## THE TASK
Go through the records below and show every line with the string "Avenue".

(Stored items)
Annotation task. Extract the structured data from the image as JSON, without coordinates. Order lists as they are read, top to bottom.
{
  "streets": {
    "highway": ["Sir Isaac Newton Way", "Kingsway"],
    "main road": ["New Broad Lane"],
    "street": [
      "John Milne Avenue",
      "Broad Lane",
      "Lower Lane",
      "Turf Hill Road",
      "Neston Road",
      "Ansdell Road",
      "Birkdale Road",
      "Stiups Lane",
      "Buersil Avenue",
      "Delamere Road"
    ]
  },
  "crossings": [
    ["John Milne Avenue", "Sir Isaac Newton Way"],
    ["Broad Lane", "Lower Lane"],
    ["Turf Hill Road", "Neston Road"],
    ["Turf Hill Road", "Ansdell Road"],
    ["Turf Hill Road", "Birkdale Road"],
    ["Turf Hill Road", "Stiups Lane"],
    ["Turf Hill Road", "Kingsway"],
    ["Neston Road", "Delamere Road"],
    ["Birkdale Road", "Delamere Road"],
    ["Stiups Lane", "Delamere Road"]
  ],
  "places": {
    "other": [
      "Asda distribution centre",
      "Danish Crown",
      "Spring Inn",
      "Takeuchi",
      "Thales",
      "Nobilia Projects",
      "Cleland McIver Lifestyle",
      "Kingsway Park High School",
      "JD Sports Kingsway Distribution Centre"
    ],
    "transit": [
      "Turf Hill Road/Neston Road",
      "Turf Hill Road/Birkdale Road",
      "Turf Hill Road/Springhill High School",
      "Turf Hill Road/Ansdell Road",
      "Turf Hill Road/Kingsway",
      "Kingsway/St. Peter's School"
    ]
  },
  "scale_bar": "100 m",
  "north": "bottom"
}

## ANSWER TO THIS PROBLEM
      "John Milne Avenue",
      "Buersil Avenue",
    ["John Milne Avenue", "Sir Isaac Newton Way"],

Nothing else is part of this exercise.